--- START ---

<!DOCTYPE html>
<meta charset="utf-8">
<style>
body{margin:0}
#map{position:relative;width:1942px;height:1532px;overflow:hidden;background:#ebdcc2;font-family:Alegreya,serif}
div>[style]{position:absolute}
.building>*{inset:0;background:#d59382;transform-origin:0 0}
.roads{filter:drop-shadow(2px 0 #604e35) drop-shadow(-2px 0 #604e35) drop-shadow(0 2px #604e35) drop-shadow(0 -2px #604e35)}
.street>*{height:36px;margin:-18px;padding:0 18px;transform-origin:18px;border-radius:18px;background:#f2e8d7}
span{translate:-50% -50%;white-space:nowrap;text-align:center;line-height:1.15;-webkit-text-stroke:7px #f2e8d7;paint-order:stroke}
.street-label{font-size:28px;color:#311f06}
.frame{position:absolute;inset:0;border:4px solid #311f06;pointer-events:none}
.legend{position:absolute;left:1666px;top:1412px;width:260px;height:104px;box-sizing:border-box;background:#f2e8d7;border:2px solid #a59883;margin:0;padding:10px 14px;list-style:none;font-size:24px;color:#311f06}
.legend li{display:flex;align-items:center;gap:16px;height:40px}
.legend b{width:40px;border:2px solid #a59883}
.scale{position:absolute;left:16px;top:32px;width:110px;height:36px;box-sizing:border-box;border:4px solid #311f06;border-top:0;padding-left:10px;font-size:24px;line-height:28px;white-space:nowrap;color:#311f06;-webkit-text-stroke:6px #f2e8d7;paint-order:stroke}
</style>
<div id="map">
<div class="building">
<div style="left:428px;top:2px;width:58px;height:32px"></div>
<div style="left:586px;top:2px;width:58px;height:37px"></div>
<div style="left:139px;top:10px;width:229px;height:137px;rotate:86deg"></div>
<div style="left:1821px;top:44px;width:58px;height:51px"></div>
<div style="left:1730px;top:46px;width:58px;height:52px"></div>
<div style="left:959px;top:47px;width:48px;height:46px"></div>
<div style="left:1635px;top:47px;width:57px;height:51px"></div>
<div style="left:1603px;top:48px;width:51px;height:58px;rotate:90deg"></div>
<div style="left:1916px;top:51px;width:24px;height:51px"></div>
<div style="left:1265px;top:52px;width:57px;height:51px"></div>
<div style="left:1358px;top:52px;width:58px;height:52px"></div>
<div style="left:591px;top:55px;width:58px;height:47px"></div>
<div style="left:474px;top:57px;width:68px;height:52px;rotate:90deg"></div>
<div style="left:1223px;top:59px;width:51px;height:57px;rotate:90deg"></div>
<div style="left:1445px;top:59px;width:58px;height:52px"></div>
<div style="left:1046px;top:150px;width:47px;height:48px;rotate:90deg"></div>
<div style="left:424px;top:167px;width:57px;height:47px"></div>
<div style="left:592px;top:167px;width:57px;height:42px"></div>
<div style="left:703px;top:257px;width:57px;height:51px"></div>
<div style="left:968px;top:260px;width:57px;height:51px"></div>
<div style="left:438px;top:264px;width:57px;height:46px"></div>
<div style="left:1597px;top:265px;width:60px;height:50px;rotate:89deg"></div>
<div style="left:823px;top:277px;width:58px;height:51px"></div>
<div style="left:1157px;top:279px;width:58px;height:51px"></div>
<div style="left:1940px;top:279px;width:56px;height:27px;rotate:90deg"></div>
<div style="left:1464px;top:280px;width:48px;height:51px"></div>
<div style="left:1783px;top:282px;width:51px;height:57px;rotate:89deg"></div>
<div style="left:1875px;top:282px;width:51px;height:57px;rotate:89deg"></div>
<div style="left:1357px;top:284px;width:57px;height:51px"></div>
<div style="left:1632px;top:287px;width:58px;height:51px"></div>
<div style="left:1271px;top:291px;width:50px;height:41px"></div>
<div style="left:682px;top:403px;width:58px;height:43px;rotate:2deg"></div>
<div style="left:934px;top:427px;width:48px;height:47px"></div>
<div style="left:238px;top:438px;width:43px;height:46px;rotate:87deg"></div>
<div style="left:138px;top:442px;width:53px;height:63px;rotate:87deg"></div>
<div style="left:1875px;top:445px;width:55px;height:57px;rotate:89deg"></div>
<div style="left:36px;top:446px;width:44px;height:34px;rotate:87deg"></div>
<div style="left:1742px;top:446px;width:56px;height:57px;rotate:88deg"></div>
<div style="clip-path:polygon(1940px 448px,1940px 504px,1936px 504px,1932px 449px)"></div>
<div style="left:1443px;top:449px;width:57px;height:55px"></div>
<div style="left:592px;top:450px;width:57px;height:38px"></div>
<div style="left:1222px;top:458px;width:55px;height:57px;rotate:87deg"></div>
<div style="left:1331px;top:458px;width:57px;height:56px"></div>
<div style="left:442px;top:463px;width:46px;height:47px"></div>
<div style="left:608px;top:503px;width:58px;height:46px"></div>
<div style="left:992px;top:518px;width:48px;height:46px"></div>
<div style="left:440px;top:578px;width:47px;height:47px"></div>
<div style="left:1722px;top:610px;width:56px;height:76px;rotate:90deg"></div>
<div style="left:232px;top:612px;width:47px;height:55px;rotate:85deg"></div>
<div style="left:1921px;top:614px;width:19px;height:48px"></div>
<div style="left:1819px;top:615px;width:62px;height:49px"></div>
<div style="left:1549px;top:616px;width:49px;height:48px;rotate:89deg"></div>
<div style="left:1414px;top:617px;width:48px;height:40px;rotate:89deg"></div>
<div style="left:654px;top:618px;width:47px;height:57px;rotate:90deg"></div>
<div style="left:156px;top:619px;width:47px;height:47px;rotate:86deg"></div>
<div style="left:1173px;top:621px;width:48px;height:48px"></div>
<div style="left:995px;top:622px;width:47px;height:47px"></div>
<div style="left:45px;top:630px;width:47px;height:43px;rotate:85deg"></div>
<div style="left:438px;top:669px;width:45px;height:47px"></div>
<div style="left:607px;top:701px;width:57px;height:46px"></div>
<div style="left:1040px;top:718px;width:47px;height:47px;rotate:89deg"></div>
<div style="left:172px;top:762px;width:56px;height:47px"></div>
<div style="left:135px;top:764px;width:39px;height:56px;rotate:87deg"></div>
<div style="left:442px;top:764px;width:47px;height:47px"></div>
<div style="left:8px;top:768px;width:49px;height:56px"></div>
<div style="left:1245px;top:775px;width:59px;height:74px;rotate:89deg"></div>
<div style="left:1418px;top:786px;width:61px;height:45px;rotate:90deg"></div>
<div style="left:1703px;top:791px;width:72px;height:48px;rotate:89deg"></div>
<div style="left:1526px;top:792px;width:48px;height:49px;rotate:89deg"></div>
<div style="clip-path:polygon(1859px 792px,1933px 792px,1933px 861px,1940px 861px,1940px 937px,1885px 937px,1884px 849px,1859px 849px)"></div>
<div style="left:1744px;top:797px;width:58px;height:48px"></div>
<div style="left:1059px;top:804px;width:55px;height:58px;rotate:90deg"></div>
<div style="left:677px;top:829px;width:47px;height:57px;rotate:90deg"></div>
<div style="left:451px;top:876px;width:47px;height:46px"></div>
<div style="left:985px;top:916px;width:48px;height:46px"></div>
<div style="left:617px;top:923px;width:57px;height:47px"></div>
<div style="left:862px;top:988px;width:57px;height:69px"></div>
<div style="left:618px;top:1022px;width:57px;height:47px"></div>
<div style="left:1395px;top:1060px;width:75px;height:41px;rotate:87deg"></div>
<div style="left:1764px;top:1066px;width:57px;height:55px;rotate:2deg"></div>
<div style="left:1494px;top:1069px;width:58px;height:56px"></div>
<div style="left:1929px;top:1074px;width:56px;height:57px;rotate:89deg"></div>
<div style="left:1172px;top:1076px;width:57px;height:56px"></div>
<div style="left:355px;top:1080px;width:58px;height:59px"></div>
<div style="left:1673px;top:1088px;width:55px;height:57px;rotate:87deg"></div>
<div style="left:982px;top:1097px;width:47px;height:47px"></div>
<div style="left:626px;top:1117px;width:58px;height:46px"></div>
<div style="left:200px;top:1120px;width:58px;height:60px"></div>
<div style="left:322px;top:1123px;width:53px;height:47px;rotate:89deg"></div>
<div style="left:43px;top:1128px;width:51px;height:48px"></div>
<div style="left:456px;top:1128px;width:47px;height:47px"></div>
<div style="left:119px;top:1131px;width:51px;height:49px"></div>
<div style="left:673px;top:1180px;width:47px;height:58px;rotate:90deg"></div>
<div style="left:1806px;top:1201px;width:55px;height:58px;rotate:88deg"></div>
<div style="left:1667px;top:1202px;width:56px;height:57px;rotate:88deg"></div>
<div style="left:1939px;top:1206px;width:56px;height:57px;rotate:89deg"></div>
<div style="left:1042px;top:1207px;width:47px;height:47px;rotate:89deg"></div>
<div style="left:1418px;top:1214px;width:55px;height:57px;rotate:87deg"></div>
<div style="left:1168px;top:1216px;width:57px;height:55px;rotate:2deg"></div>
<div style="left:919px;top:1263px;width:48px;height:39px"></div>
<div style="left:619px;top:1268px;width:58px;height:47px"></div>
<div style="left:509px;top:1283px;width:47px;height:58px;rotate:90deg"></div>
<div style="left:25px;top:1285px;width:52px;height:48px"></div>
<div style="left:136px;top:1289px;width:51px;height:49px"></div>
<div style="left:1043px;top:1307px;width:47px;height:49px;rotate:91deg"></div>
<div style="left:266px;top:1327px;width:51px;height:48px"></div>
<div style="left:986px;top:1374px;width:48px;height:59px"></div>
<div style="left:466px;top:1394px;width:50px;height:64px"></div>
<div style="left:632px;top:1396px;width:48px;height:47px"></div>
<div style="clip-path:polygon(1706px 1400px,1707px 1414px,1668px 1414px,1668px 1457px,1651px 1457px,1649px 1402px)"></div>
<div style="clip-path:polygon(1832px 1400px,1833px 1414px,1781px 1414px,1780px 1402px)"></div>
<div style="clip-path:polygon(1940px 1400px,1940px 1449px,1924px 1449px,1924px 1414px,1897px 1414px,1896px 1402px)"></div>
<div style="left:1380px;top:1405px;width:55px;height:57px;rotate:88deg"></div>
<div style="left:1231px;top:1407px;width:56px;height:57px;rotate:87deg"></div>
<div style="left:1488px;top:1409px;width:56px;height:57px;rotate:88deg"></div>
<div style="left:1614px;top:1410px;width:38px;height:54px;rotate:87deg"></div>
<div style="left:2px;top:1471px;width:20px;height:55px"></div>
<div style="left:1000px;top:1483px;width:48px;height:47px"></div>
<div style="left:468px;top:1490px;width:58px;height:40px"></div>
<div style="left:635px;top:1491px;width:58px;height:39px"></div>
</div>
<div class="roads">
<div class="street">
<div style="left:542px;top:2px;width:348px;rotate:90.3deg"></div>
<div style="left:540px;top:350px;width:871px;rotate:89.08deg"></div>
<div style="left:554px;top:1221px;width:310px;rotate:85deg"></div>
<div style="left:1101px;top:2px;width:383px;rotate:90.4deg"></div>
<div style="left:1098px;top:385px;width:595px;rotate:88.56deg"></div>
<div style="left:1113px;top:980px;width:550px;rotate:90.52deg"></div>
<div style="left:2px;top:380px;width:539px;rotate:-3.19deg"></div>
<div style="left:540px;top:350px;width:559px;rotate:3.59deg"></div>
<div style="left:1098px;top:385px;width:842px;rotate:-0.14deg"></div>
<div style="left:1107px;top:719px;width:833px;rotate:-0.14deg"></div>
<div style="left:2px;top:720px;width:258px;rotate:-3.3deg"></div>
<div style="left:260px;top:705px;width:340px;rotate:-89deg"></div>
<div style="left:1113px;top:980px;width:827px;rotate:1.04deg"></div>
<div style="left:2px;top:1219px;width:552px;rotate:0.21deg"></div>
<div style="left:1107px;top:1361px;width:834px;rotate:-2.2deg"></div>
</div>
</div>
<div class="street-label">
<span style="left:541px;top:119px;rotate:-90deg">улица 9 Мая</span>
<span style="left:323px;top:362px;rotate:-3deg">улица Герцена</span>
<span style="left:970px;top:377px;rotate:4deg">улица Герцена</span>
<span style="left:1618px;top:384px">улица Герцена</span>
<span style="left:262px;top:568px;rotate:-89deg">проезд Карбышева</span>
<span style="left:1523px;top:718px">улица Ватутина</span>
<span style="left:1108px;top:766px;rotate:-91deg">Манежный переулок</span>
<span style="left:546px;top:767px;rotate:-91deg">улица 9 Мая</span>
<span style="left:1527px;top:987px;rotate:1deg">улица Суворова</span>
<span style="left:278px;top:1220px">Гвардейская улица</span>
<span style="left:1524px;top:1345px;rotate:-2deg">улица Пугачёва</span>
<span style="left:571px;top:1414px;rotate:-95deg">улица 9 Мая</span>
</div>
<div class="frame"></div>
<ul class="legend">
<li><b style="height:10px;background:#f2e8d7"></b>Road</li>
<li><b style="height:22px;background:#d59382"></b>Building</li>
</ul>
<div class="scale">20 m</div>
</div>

--- END ---

• PROBLEM:
Quote exactly the stretch of lines above that starts at the first one and ends at the line with "0 #604e35) drop-shadow(-2px", and nothing beyond it.

• FINAL ANSWER:
<!DOCTYPE html>
<meta charset="utf-8">
<style>
body{margin:0}
#map{position:relative;width:1942px;height:1532px;overflow:hidden;background:#ebdcc2;font-family:Alegreya,serif}
div>[style]{position:absolute}
.building>*{inset:0;background:#d59382;transform-origin:0 0}
.roads{filter:drop-shadow(2px 0 #604e35) drop-shadow(-2px 0 #604e35) drop-shadow(0 2px #604e35) drop-shadow(0 -2px #604e35)}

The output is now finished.